File ~\mambaforge-pypy3\envs\micro_sam_env\Lib\site-packages\torch\serialization.py:1446, in _load(zip_file=<torch.PyTorchFileReader object>, map_location='cpu', pickle_module=<module 'pickle' from 'C:\\Users\\savill\\mambaforge-pypy3\\envs\\micro_sam_env\\Lib\\pickle.py'>, pickle_file='data.pkl', overall_storage=None, **pickle_load_args={'encoding': 'utf-8'})
1444 unpickler = UnpicklerWrapper(data_file, **pickle_load_args)
1445 unpickler.persistent_load = persistent_load
-> 1446 result = unpickler.load()
unpickler = <torch.serialization._load.<locals>.UnpicklerWrapper object at 0x000002C58932D950>
1448 torch._utils._validate_loaded_sparse_tensors()
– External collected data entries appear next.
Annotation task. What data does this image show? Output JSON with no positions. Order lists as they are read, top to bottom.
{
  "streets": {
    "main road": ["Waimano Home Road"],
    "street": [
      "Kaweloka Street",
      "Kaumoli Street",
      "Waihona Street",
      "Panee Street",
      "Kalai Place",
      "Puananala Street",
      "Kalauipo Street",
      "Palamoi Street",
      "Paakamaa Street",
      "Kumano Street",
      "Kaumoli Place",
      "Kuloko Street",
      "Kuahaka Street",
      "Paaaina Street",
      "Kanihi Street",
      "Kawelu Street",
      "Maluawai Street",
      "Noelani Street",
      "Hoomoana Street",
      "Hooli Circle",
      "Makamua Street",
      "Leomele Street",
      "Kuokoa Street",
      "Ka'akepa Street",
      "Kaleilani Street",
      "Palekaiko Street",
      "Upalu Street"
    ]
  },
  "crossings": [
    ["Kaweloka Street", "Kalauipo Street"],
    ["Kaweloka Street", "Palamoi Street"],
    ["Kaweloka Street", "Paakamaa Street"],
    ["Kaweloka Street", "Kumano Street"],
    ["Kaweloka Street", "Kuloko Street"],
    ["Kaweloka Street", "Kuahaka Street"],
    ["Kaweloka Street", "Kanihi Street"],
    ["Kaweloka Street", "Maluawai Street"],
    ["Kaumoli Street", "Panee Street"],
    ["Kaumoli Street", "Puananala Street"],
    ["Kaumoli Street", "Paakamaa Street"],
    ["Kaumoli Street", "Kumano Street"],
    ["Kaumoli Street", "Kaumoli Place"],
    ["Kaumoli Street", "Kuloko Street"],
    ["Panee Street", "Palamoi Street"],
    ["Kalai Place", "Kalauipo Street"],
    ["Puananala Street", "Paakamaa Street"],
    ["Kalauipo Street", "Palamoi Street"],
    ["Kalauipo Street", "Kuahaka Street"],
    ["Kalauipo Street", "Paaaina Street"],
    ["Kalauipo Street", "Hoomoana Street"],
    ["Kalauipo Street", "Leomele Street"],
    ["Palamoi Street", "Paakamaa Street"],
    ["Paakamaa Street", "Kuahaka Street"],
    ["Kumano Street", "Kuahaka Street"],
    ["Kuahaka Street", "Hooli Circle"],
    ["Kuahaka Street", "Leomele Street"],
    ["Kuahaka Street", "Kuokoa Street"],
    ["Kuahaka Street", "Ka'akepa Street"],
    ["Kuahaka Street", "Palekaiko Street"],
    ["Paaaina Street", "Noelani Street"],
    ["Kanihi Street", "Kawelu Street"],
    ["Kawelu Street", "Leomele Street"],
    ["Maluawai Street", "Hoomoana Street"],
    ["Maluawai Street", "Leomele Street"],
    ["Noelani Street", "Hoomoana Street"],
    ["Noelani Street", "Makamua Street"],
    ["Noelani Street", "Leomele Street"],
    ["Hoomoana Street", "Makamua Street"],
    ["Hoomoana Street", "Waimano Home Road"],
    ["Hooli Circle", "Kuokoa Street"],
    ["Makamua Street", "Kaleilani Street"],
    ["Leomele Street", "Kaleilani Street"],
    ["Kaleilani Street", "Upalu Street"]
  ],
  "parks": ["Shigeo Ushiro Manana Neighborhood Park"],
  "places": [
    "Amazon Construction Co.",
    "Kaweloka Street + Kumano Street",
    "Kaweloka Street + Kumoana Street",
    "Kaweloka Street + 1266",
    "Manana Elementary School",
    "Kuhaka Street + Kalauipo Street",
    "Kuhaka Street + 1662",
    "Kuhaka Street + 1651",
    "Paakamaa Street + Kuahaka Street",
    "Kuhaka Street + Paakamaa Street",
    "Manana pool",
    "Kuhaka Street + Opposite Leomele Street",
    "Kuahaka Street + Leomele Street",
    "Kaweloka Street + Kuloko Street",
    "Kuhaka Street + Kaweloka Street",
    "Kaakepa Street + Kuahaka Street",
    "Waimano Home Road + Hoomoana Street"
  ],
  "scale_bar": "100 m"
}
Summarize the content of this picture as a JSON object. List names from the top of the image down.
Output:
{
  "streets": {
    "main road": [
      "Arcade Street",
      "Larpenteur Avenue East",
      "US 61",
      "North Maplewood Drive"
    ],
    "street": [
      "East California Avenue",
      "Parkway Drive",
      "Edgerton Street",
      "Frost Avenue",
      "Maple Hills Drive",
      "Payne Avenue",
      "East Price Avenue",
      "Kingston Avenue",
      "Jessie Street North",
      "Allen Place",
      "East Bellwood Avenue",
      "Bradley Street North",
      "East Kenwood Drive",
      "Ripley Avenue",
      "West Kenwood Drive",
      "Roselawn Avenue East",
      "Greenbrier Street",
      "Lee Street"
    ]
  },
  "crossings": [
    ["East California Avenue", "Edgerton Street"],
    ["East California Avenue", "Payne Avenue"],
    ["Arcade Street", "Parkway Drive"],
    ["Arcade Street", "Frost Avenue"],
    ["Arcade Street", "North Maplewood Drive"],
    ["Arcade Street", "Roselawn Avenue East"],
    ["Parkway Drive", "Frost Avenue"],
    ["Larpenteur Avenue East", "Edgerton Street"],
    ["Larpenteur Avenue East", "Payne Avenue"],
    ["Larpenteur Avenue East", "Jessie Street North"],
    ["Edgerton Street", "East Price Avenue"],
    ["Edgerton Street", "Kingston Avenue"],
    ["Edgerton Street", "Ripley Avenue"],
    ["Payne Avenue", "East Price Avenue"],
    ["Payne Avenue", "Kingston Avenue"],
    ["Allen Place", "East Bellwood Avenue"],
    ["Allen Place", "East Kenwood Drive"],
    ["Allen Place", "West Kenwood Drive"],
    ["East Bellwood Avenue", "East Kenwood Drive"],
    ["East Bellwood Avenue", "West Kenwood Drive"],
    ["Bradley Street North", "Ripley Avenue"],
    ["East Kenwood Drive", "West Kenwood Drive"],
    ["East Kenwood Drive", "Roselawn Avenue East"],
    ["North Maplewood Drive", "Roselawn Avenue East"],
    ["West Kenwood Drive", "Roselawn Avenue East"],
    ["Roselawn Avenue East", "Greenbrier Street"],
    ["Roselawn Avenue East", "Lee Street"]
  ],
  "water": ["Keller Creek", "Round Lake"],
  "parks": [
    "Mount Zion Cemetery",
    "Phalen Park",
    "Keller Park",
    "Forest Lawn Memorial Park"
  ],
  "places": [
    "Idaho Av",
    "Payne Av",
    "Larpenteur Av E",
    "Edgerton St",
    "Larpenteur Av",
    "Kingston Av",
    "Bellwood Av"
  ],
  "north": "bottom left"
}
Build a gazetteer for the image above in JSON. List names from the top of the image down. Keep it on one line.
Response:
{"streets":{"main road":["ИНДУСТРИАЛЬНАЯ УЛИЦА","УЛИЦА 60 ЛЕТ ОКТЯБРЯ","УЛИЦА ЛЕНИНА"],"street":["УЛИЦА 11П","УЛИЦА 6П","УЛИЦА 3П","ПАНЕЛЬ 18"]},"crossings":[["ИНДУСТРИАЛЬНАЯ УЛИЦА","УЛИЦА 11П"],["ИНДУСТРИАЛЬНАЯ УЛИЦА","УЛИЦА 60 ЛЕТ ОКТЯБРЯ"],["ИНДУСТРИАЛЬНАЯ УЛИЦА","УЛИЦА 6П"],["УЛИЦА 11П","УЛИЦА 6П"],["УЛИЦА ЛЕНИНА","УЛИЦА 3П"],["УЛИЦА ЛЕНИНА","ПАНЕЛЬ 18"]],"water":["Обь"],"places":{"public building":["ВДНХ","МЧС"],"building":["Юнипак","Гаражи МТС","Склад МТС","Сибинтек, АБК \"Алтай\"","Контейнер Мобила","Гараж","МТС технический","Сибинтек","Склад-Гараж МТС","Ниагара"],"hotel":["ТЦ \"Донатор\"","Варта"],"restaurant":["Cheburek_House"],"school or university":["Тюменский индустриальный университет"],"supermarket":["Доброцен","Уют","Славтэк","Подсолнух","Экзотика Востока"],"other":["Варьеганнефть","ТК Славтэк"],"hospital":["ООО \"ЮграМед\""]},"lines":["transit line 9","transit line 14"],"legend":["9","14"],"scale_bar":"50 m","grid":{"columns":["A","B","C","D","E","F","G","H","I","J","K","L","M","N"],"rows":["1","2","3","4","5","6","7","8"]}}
1449 torch._C._log_api_usage_metadata(
1450 "torch.load.metadata", {"serialization_id": zip_file.serialization_id()}
1451 )
UnpicklingError: NEWOBJ class argument must be a type, not NoneType
Invalid file selected. Please try again.
Do I need to train the model differently? I have made sure that the model matches the one I used to finetune (vit_h) and it gives me the same error even on the device I used for training.
There is an issue in the notebook that can lead to issues in unpickling (if this happens or not seems a bit stochastic).
We will fix it and let you know as soon as this is done, see #676.
Sorry about that and thanks for the report.
Hi @Cryaaa,
We have added a fix to the finetuning notebook now. Could you re-run the finetuning using the updated notebook?
Apologies for the inconvenience. Let us know if this worked out for you!
Hi @Cryaaa,
We have added a fix to the finetuning notebook now. Could you re-run the finetuning using the updated notebook?
Apologies for the inconvenience. Let us know if this worked out for you!
Wow thanks for the quick fix! I'll give it a shot and let you know ASAP how it turned out
Happy to report that this did do the trick and I can now load the model in napari, thanks for the quick fix!
First of all I must say that you made it super easy to train a finetuned model and I've had success running it from a notebook, which was also the way I finetuned the model. Right now I cannot find a way to use this self tuned model in the plugin and was wondering if I just missed the part n the documentation or if you could add a paragraph on how to do this? I want to have it available in the plugin so the rest of my lab could use it on their data with the image series annotation plugin. Thanks in advance!